Reading Through the Bible – Judges 6 and 7

Other than the story of Samson, there is probably no better known story and figure in the book of Judges than Gideon. Many people use the phrase “to lay out a fleece” when speaking about how they determine a course of action, without knowing what it means or where it came from. By the way, just because Gideon did lay out a fleece and God condescended, does not mean that we should be scattering our proverbial fleeces all over kingdom come in order to have God lead us. And that is one of the key points in the thoughts I share below.

Judges 6:14 – Go in the strength you have and deliver Israel from the grasp of Midian. I am sending you. (CSB) The key point here in God’s choosing and commissioning Gideon was not his strength but the fact that the Lord was sending him. Gideon was well aware of his own weakness – My family is the weakest and I am the youngest – but God addresses Gideon’s inadequacies with his own presence: But I will be with you.
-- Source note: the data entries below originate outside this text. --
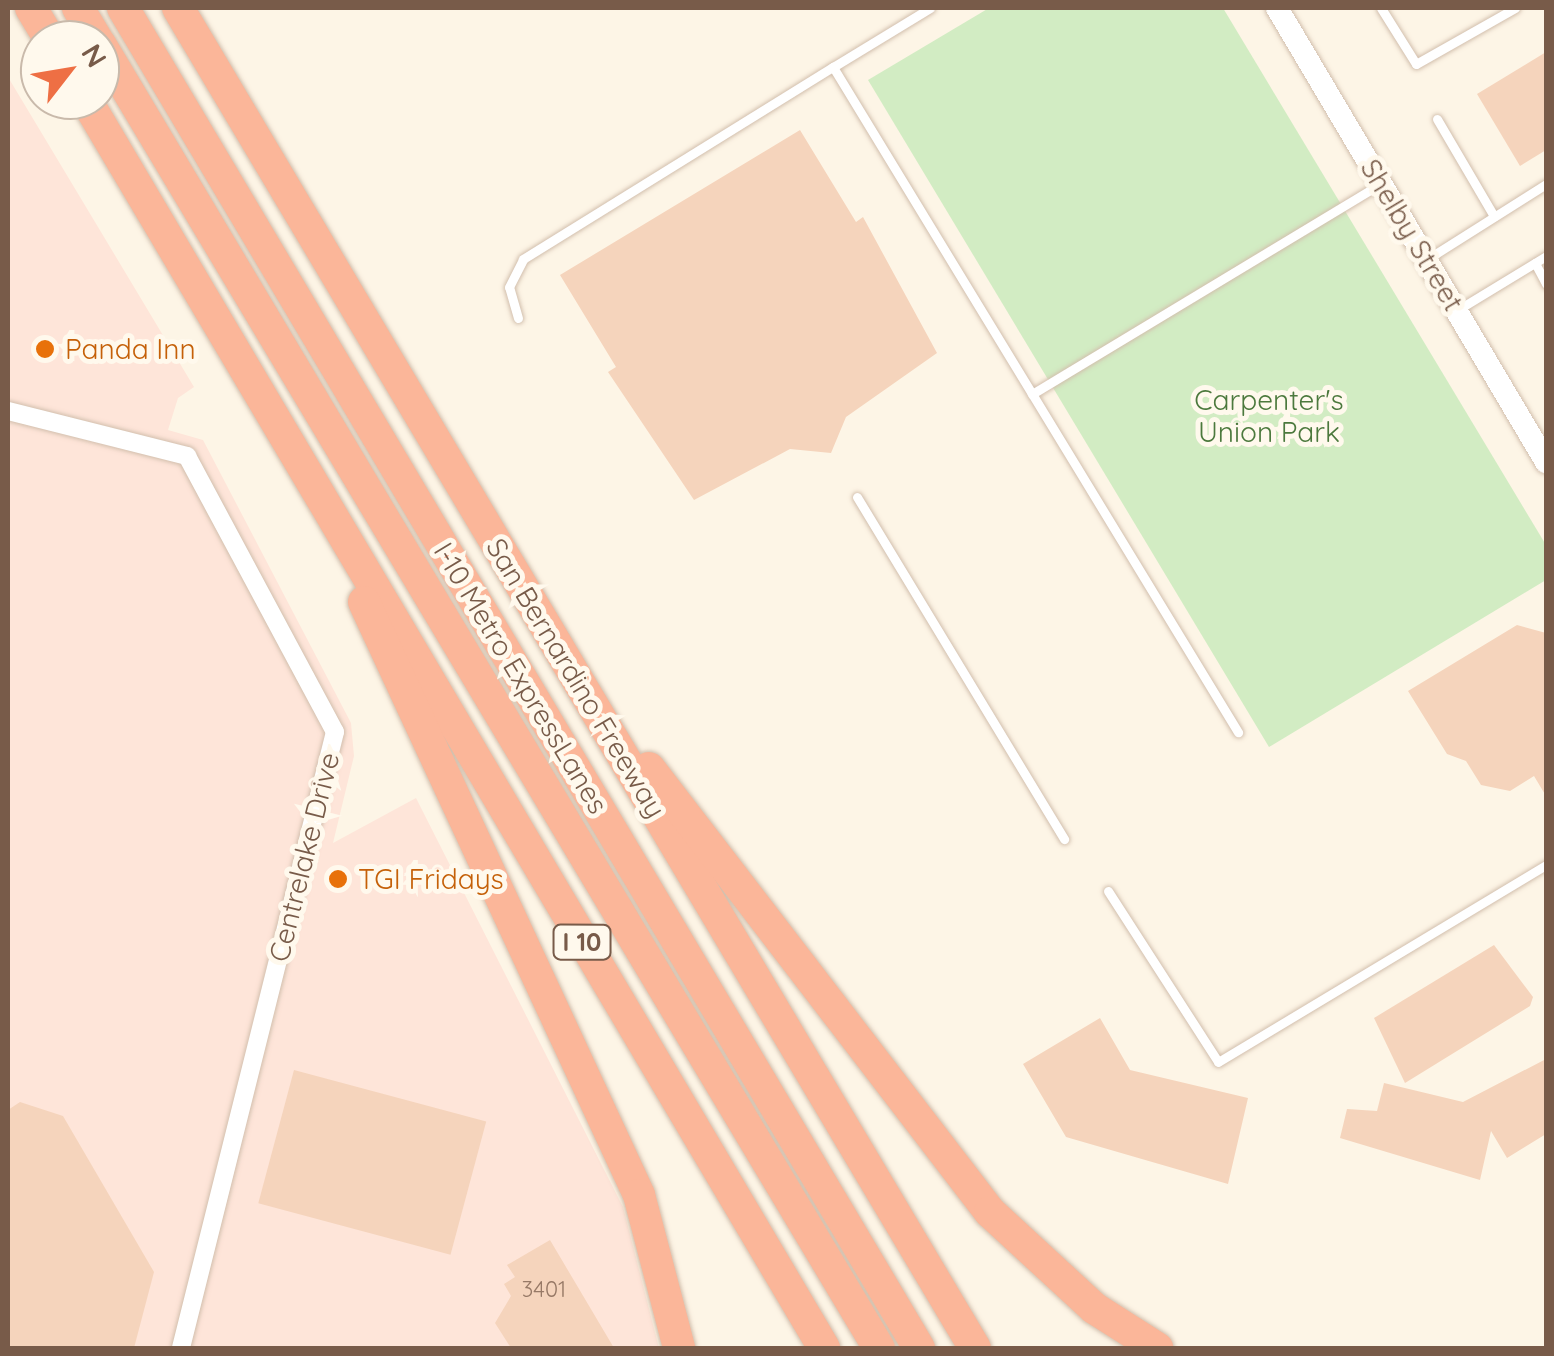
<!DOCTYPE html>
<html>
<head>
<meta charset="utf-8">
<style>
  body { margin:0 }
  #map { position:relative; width:1554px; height:1356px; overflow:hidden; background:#fdf5e6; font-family:Quicksand,sans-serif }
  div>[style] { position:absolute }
  .commercial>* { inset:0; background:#fee5d9 }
  .green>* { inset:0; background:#d2ecc3 }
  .building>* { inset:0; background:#f5d4bc; transform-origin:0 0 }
  .roads { filter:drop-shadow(0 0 2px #d2bfad) drop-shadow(0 0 2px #d2bfad) }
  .service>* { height:9px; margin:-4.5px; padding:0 4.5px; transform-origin:4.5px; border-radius:4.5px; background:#fff }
  .minor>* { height:18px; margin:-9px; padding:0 9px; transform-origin:9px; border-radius:9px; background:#fff }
  .tertiary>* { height:22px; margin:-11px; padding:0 11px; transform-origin:11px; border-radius:11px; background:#fff }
  .motorway>* { height:32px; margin:-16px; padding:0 16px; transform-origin:16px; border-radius:16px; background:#fbb699 }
  .dots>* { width:28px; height:28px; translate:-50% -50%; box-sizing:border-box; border:5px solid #fff9ed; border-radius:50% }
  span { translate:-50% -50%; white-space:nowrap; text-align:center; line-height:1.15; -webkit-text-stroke:10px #fff9ed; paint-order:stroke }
  .number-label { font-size:22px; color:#977966 }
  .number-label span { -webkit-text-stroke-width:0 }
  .shield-label span { padding:2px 8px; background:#fff9ed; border:2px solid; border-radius:8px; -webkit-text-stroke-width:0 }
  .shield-label { font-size:25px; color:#785b49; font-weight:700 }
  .street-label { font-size:28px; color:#785b49 }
  .food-label { font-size:28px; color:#c56008 }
  .left { translate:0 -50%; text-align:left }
  .park-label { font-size:28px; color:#4c793d }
  .frame { position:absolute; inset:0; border:10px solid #785b49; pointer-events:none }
  .north { position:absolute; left:20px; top:20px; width:100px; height:100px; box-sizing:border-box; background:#fff9ed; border:2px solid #c9baab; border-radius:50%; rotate:59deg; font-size:28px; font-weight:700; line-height:40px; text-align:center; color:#785b49 }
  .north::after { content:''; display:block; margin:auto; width:35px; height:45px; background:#ee6f44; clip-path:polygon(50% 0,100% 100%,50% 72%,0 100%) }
</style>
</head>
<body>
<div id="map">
  <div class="commercial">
    <i style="clip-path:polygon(8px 77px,194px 387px,178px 398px,168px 430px,203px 440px,351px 723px,354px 756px,333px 843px,416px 798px,623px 1207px,659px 1348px,8px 1348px)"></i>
  </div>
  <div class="green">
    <i style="clip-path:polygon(989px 8px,1223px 8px,1546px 545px,1546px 580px,1269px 747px,868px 80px)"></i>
  </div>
  <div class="building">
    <i style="clip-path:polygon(1546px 52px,1546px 150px,1520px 166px,1477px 94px)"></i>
    <i style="clip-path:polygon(800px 130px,856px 222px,863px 217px,937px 353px,846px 417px,831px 453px,790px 449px,694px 500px,608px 372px,616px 367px,560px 275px)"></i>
    <i style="clip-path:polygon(1517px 625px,1546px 633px,1546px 796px,1534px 776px,1510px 791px,1481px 785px,1466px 761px,1447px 754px,1408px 691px)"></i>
    <i style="clip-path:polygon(1494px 945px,1533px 997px,1530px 1006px,1405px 1083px,1374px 1018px)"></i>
    <i style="clip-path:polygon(1100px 1018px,1130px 1070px,1248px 1098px,1228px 1184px,1066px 1137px,1023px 1064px)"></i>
    <i style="clip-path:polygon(1546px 1059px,1546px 1134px,1507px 1158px,1491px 1131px,1480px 1180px,1340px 1138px,1347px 1109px,1377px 1111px,1384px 1083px,1463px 1102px)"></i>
    <i style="left:294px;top:1070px;width:199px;height:138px;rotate:15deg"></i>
    <i style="clip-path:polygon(20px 1102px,63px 1116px,154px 1272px,134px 1348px,8px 1348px,8px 1110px)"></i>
    <i style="clip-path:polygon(550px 1240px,614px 1348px,511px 1348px,495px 1323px,511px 1296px,504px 1284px,515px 1277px,507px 1265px)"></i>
  </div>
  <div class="roads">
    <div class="service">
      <i style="left:930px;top:8px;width:114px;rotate:148.7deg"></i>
      <i style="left:833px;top:67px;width:779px;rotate:58.66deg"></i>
      <i style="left:1381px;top:8px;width:66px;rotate:58deg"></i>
      <i style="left:1416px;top:64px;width:114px;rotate:-29.5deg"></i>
      <i style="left:1437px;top:119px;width:113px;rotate:59.6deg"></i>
      <i style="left:1429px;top:258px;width:138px;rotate:-32.3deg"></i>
      <i style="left:1535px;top:263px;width:24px;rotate:62deg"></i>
      <i style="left:1459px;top:309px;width:102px;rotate:-31.3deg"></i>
      <i style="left:518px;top:318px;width:32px;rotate:-106deg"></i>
      <i style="left:509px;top:287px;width:31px;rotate:-63deg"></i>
      <i style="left:523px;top:259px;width:365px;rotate:-31.8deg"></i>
      <i style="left:1032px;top:394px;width:405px;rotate:-31.1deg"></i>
      <i style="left:857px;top:497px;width:400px;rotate:58.8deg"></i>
      <i style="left:1108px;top:891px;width:203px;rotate:57.2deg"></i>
      <i style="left:1218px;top:1062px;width:383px;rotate:-31deg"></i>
    </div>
    <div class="minor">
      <i style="left:8px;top:411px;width:185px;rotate:14.1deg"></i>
      <i style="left:187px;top:456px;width:313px;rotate:61.8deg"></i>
      <i style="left:335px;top:732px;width:635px;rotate:104.04deg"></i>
    </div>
    <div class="tertiary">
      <i style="left:1277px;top:8px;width:528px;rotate:59.35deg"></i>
    </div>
    <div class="motorway">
      <i style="left:31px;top:8px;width:37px;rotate:59deg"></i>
      <i style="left:78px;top:8px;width:37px;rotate:59deg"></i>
      <i style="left:123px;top:8px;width:1559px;rotate:59.29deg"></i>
      <i style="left:178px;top:8px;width:1559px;rotate:59.26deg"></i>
      <i style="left:100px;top:44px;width:1519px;rotate:59.15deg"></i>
      <i style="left:86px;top:100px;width:1450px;rotate:59.4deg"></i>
      <i style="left:364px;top:602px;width:654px;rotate:65.12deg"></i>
      <i style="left:639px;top:1195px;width:158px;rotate:75.3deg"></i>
      <i style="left:649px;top:768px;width:560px;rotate:52.48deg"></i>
      <i style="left:990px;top:1212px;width:142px;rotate:42.7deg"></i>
      <i style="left:1094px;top:1308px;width:75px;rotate:32.4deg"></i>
    </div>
  </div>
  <div class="dots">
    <i style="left:45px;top:349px;background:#e8710a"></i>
    <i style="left:338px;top:879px;background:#e8710a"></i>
  </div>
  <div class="number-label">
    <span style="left:544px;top:1290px">3401</span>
  </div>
  <div class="shield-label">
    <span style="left:582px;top:942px">I 10</span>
  </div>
  <div class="street-label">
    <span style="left:1412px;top:235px;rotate:59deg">Shelby Street</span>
    <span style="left:521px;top:678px;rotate:59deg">I-10 Metro ExpressLanes</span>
    <span style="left:576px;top:678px;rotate:59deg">San Bernardino Freeway</span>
    <span style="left:304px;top:857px;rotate:-76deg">Centrelake Drive</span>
  </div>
  <div class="food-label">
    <span class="left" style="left:65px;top:349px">Panda Inn</span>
    <span class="left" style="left:358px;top:879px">TGI Fridays</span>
  </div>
  <div class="park-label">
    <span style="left:1269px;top:416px">Carpenter's<br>Union Park</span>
  </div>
  <div class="frame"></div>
  <div class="north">N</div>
</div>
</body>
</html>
Fear should not be a reason for disobedience. If God commands us to act, he will go before us. Our inadequacies are more than made up for by God’s strength and presence. For example, think about the Great Commission. Jesus tells us to go and then he reminds us that he will be with us always. It is never our strength that matters. It is the presence of God with us that makes all the difference.

Judges 7:10 – But if you are afraid to attack the camp, go down with Purah your servant. (CSB) We know that Gideon is held out to us as a man of faith (he is listed in Hebrews 11 as such), but he also demonstrated great weakness and doubt at times. When called by God, he quickly declared his lack of qualifications (Judges 6:15). When he wondered whether God would truly deliver Israel from the Midianites, he twice laid out a fleece. Each time, God answered Gideon that he would be with him and each time after being assured of the Lord’s presence, Gideon went out in obedience to God’s commands. Wasn’t God gracious and patient with Gideon? Yet, as I mentioned above, Gideon’s actions are not to be used by us as justification for seeking signs. As Spurgeon said, “I have known many persons like [Gideon]. Their repeated question is, ‘Is the Lord with me? Is Jesus mine and am I his?'” It really doesn’t matter if God gives us some special sign. The question is whether we see Jesus. Are we aware of God’s presence with us? Do we realize that the Holy Spirit is indwelling us? Can we see evidence of Christ being formed in us? Then we belong to him and this should encourage us to obey in faith when sent by God. For surely, his grace is sufficient and his strength is perfected in our own weakness.